The new loudspeakers have been matched acoustically to HSU’s topography and building layout by professional audio engineers who previously devised systems for Disneyland and U.S. Navy installations at Pearl Harbor. Humboldt State’s version covers 100 percent of the campus with alert tones—a distinct warbling sound—and 60 percent of it with intelligible voice warnings.

The new audio system takes into account the physics of sound waves and echoes on campus terrain. It eliminates reliance on the Clock Tower bells in the Quad, which could not be heard in many parts of the campus. The bells will now serve as backup.

Loudspeaker coverage also extends to the interiors of Fulkerson Recital Hall, the Student Health Center, the Theatre Arts building (including Van Duzer auditorium) and the Associated Student spaces that adjoin the Quad. Audiences attending concerts with their cell phones off will hear an indoor alert tone and audible message. Amplification systems in those venues will be co-opted by the computerized loudspeaker-control system.

The audible alert network complies with a federal law requiring immediate notice of an imminent threat. The law is a response to the 2007 Virginia Tech massacre in Blacksburg, Va., the deadliest peacetime shooting by a single gunman in U.S. history, on or off-campus. Many public universities across the country, and most CSU campuses, have either installed or are installing such systems to comply with the congressional mandate.

The new system supplements Humboldt State’s dedicated emergency alert Web page, cell phone text messaging, announcements on KHSU-FM 90.5, updates at 707/826-INFO and emergency alert sandwich boards set up temporarily at various points around campus.

“The Web page is always the best source for emergency information, but behavioral research shows that a multi-layered system is essential,” University Police Chief Thomas Dewey said. “It takes multiple warnings—say a fire alarm, the smell of smoke, plus someone yelling ‘fire!’—to alter most people’s behavior. That’s why, for example, we’re including strobe lights, so that drivers arriving on campus have a confirming signal when they get out of their cars and hear the alert tone.”

Dewey said the purpose of the varied alerts is “to create a university culture in which people automatically go to the Web for details immediately after receiving a text message, hearing the alert sound or voice message, or seeing a strobe.”

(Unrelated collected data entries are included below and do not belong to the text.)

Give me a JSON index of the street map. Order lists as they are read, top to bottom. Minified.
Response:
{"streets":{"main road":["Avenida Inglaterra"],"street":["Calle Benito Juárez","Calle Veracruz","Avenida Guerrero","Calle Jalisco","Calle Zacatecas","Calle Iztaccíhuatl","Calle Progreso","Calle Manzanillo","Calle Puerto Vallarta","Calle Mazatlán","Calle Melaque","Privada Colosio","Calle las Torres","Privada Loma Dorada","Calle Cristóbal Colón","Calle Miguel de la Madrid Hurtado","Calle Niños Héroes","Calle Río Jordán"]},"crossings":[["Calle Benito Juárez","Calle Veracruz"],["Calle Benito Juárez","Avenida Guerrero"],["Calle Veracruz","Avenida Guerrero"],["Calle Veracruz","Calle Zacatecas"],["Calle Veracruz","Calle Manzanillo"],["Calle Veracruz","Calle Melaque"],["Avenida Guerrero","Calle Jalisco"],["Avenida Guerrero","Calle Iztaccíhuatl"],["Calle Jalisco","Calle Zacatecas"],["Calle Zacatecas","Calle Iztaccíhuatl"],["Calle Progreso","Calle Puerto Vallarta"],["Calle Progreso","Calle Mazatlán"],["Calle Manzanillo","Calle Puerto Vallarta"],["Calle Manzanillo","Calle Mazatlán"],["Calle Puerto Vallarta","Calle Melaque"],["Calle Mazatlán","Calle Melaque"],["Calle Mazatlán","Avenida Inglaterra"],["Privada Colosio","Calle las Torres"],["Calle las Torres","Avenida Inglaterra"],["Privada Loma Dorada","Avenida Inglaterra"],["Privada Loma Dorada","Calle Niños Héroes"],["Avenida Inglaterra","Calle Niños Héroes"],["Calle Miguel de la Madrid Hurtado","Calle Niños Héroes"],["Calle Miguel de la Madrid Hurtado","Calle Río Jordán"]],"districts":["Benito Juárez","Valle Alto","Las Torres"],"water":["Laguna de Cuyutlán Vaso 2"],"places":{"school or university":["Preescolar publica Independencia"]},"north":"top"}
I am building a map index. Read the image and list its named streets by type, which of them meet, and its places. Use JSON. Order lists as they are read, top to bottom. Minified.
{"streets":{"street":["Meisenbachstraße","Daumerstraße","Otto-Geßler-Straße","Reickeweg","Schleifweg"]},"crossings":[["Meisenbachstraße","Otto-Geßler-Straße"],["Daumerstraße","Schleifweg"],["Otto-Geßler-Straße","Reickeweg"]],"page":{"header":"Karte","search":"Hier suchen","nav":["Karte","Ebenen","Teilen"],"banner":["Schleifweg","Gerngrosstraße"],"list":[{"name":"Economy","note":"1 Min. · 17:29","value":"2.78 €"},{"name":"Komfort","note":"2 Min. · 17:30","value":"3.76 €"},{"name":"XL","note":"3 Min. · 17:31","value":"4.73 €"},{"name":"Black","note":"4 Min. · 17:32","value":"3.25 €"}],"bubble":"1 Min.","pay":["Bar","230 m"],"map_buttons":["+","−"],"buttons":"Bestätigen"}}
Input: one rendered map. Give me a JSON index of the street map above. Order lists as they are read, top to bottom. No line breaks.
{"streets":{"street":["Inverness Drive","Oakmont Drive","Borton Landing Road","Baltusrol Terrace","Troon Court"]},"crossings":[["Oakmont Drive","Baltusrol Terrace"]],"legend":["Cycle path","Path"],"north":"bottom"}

Depending on grant funding, phase two of the loudspeaker project will add four buildings and interior alert systems. One interior system, for example, will piggyback on the fire alarm network in the Kinesiology and Athletics Building.

Also this fall, HSU has started a new online workshop called Emergency Management Orientation that introduces new university employees to preparedness plans and procedures. The interactive program is broken into four segments that the user can start and stop at will. Each segment begins with a video vignette hosted by Dewey and other emergency personnel, who set the stage for the concise training information that follows. Dewey is joined by HSU emergency coordinator Jan Marnell and members of the Arcata Fire Protection District.

“Because the program was created and produced on the HSU campus, it has an engaging local feel, but it also conveys important standardized concepts that have been adopted across California and the nation,” Dewey said.

The online workshop, which helps the campus meet CSU training mandates, is posted at http://training.humboldt.edu.

Learning Technologist Colby Smart, the program’s designer, said the orientation is designed to be as interactive and convenient as possible. “We’ve made the program a distillation of important emergency information, an introductory course consisting of the essentials,” Smart said.